21.06.2012 | aktual.: 21.06.2012 14:38
- To był świetny człowiek. Nasza znajomość trwała pół wieku. O ile jej początki charakteryzował szacunek, nabożeństwo i nawet lęk w stosunku do Henryka, o tyle później traktowałem go jak ojca - powiedział Bohdan Zadura. - Jerzy Andrzejewski, Leopold Buczkowski, Marek Hłasko, Wiesław Myśliwski, Marek Nowakowski, Adolf Rudnicki, Edward Stachura ale także autorzy młodszego pokolenia dedykowali lub umieszczali go w swoich utworach - mówi Zadura.
Sam Zadura poświęcił Berezie swój wiersz "Zmartwychwstanie ptaszka". Według naczelnego "Twórczości" najbardziej interesującą częścią twórczości Berezy mogą się okazać zapisywane sny. Bereza wydał je m.in. w tomie "Oniriada. Zapisy z lat 1976–1996".
Henryk Bereza mawiał, że krytyka literacka jest sztuką, a krytyk to współtwórca utworu. - Był jednym z ostatnich tak znaczących krytyków literackich w Polsce - wspominał Marek Nowakowski. Bereza recenzował utwory Jarosława Iwaszkiewicza, Jerzego Andrzejewskiego, ale też młodszych pisarzy.
- Dla mnie Henryk Bereza był bardzo ważną postacią w okresie mojego debiutu. To był rok 1957, kiedy zacząłem ogarnęła mnie gorączka pisania. W tym okresie poznałem dwóch krytyków literackich, którzy odegrali w moim życiu pisarskim niezwykle ważną rolę. W "Nowej Kulturze" był Wilhelm Mach, a w "Twórczości" - wtedy najważniejszym literackim miesięczniku w Polsce - Henryk Bereza. Zwrócił uwagę na moje pisanie. Można powiedzieć, że pierwszym krytykiem literackim, który poruszył mnie swoją oceną był właśnie on. Napisał recenzję mojej pierwszej książki "Ten stary złodziej", ocenił ją pozytywnie, co było dla mnie bardzo ważne. Ale nie chodziło tylko o pozytywną ocenę, podziałała na mnie wnikliwość tej recenzji, fakt, że Bereza analizował mój tekst z taką niezwykłą wnikliwością, subtelną dociekliwością. To było uskrzydlające. Jego rola w moim - i nie tylko moim życiu pisarskim - była niezwykle ważna - wspominał Marek Nowakowski.
Henryk Bereza urodził się 28 października 1926 w Miedniewicach. W czasie II wojny światowej był żołnierzem Armii Krajowej. Po wojnie, w 1952 roku ukończył polonistykę na Uniwersytecie Warszawskim.
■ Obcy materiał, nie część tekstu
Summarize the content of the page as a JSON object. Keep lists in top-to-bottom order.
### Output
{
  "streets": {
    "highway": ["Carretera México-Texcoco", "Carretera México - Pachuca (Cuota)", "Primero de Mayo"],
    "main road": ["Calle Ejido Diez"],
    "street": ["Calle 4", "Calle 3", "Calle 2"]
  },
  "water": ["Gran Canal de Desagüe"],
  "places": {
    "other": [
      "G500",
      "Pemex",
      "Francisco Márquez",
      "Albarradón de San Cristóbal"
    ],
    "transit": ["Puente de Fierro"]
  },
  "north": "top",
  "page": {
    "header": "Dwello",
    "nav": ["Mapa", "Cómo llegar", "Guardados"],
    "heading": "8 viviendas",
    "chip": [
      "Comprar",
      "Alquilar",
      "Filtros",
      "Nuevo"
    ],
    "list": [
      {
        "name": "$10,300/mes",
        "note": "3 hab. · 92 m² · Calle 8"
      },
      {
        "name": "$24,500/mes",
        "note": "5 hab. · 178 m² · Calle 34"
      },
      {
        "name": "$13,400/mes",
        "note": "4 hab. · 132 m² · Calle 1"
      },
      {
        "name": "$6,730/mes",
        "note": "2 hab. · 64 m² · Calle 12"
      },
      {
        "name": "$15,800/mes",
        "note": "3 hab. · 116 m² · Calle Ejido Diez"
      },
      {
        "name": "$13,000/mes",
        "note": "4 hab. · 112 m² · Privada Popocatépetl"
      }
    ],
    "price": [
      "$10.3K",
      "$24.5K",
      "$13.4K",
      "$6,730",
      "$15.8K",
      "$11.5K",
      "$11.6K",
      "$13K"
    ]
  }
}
Po studiach rozpoczął pracę naukową, najpierw na polonistyce UW, później w Instytucie Badań Literackich.
W 1951 roku Bereza został redaktorem "Twórczości" - miesięcznika, z którym był związany całe życie. W latach 1966-1978 kierował tam działem krytyki literackiej, a w latach 1978-1988 - działem prozy. W latach 1980-2004 Henryk Bereza był zastępcą redaktora naczelnego "Twórczości", od 1977 do 2005 prowadził tam autorską rubrykę "Czytane w maszynopisie".
Henryk Bereza zauważył i wypromował kilku znanych polskich pisarzy m.in. Marka Hłaskę, pisał o wczesnych tekstach Janusza Głowackiego, patronował też twórczości Edwarda Stachury.
Henryk Bereza był autorem kilku książek krytycznoliterackich m.in. "Z lektur prozy obcej" (1967), "Prozaiczne początki" (1971), "Związki naturalne" (1972), "Pryncypia. O łasce literatury" (1993). W ostatnich latach ukazały się "Względy" (2010) i "Zgłoski (2011).